Match exact closest string with regex

时间:2016-04-25 09:01:41

标签: c# regex

I have a string:

Test.
<div>
<table style="color:blue;"><tbody><!--START SPACE COMMENTS SUMMARY-->
<tr><td colspan="2">SPACE COMMENTS SUMMARY</td></tr>
<tr><td style="min-width:200px;">Area/Room</td>
<td style="max-width:300px;text-align:left;">Comments</td>
</tr><tr><td style="min-width:200px;">Bathroom</td>
<td style="max-width:300px;text-align:left;">Some comment</td></tr>
<!--END SPACE COMMENTS SUMMARY--></tbody></table>
<div>
<table style="color:blue;"><tbody><!--START SPACE SUMMARY-->
<tr><td colspan="2">SPACE SUMMARY</td></tr><tr>
<td style="min-width:200px;">Space</td>
<td style="max-width:300px;text-align:right;">Installed Price</td></tr>
<tr><td style="min-width:200px;">Bathroom</td>
<td style="max-width:300px;text-align:right;">$2,355.97</td></tr>
<!--END SPACE SUMMARY--></tbody></table>
<br><br><br><div>Some text.</div></div></div>

I want to select with regex a table that has comments <!--START SPACE SUMMARY> and <!--END SPACE SUMMARY-->.

I tried with @"<table.*?><tbody.*?><!--START SPACE SUMMARY>.*?<!--END SPACE SUMMARY--></tbody></table>", but it selects both tables in the string.

EDIT: My question doesn't have to do precisely with HTML. The same question will stand if I had a string:

some text blah blah one some text blah blah two.

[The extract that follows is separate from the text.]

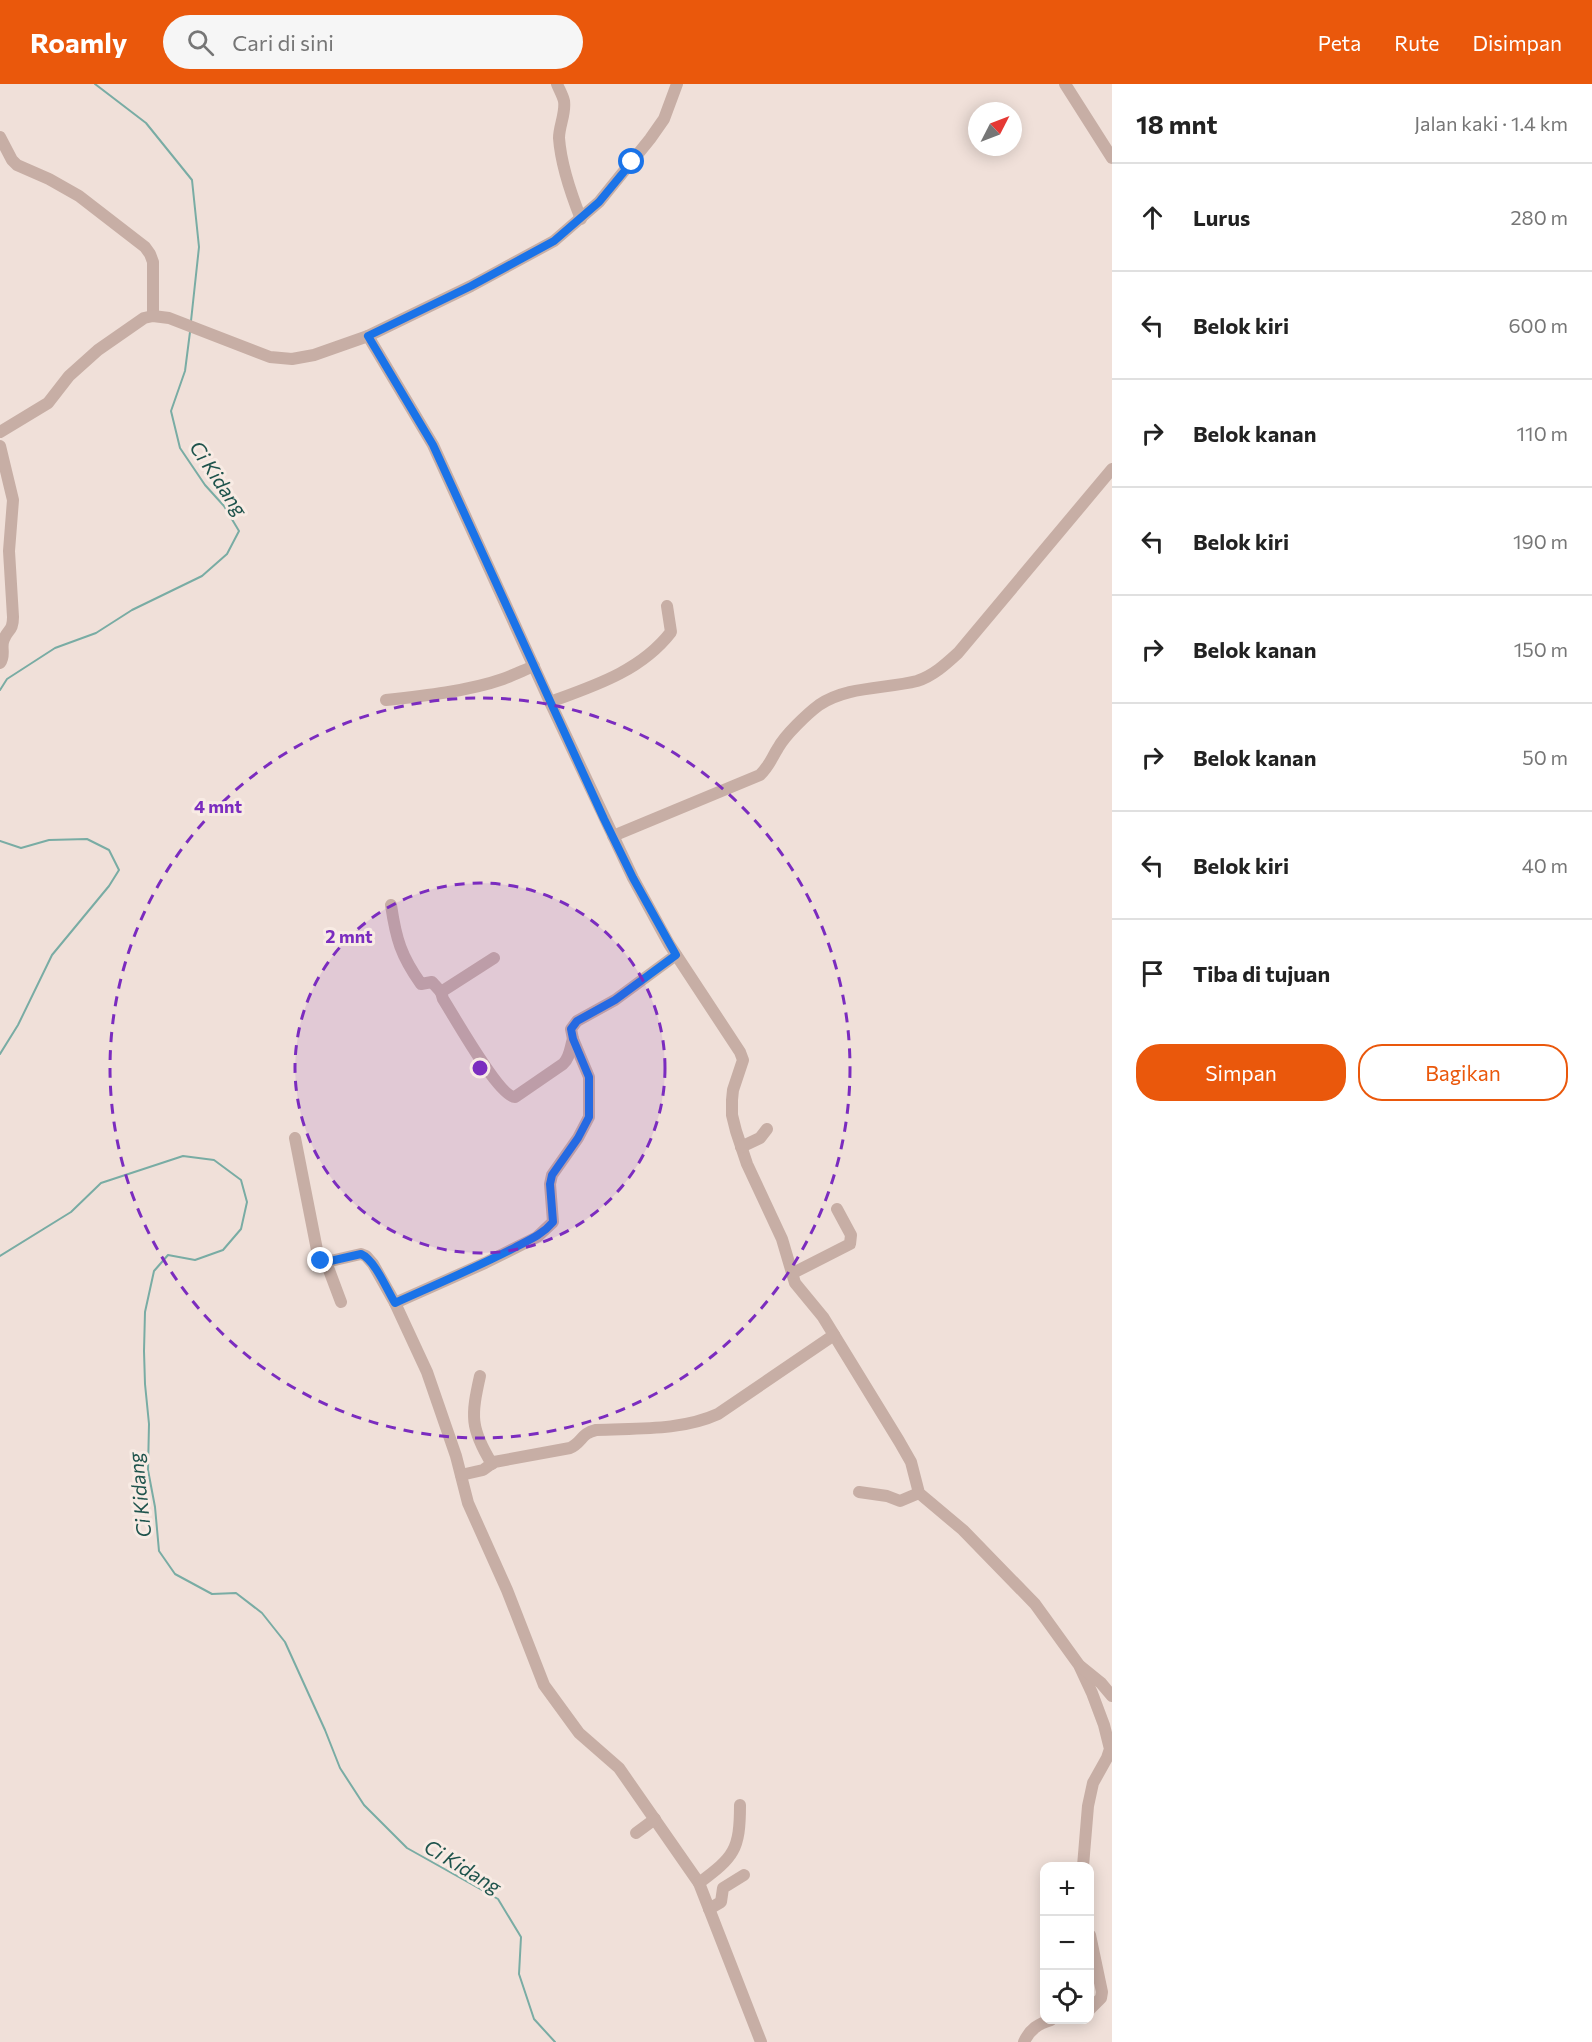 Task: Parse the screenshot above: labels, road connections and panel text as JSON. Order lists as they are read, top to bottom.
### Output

And I want to select some text blah blah two with a pattern some text.*?two.

3 个答案:

答案 0 :(得分:1)

string test = @"Test.
    <div>
    <table style=""color:blue;""><tbody><!--START SPACE COMMENTS SUMMARY-->
    <tr><td colspan=""2"">SPACE COMMENTS SUMMARY</td></tr>
    <tr><td style=""min-width:200px;"">Area/Room</td>
    <td style=""max-width:300px;text-align:left;"">Comments</td>
    </tr><tr><td style=""min-width:200px;"">Bathroom</td>
    <td style=""max-width:300px;text-align:left;"">Some comment</td></tr>
    <!--END SPACE COMMENTS SUMMARY--></tbody></table>
    <div>
    <table style=""color:blue;""><tbody><!--START SPACE SUMMARY-->
    <tr><td colspan=""2"">SPACE SUMMARY</td></tr><tr>
    <td style=""min-width:200px;"">Space</td>
    <td style=""max-width:300px;text-align:right;"">Installed Price</td></tr>
    <tr><td style=""min-width:200px;"">Bathroom</td>
    <td style=""max-width:300px;text-align:right;"">$2,355.97</td></tr>
    <!--END SPACE SUMMARY--></tbody></table>
    <br><br><br><div>Some text.</div></div></div>";

MatchCollection matches = Regex.Matches(test, @"<table(?!.*<table).*?<!--START SPACE SUMMARY-->.*?<!--END SPACE SUMMARY-->.*?table>", RegexOptions.Singleline);

The idea is to use (?!.*<table) to tell Regex engine the the text within should not contain another table anchor.

答案 1 :(得分:1)

让我们关注您遇到的非HTML问题:匹配两个分隔符之间的最近窗口。使用tempered greedy token

(?s)some text(?:(?!some text|two).)*two
    |<-1st->||<----TG Token ------>||
                                    |2nd delimiter

请参阅regex demo

对于HTML解析,使用HtmlAgilityPack,这将使每个维护代码的人的生活更轻松。

(?s)匹配包含换行符的任何字符时.启用DOTALL模式,(?:(?!some text|two).)*淬火贪婪令牌将匹配任何不是some text的起始字符的字符或two文字字符序列。

答案 2 :(得分:0)

Try this:

<table.*?><tbody.*?><!--START (SPACE SUMMARY)>.*?<!--END \1--><\/tbody><\/table>

It should be done with non-greedy, but I try to use variable \1 here to repeat group 1 value. And also escape the / to \/. Maybe that's the problem source.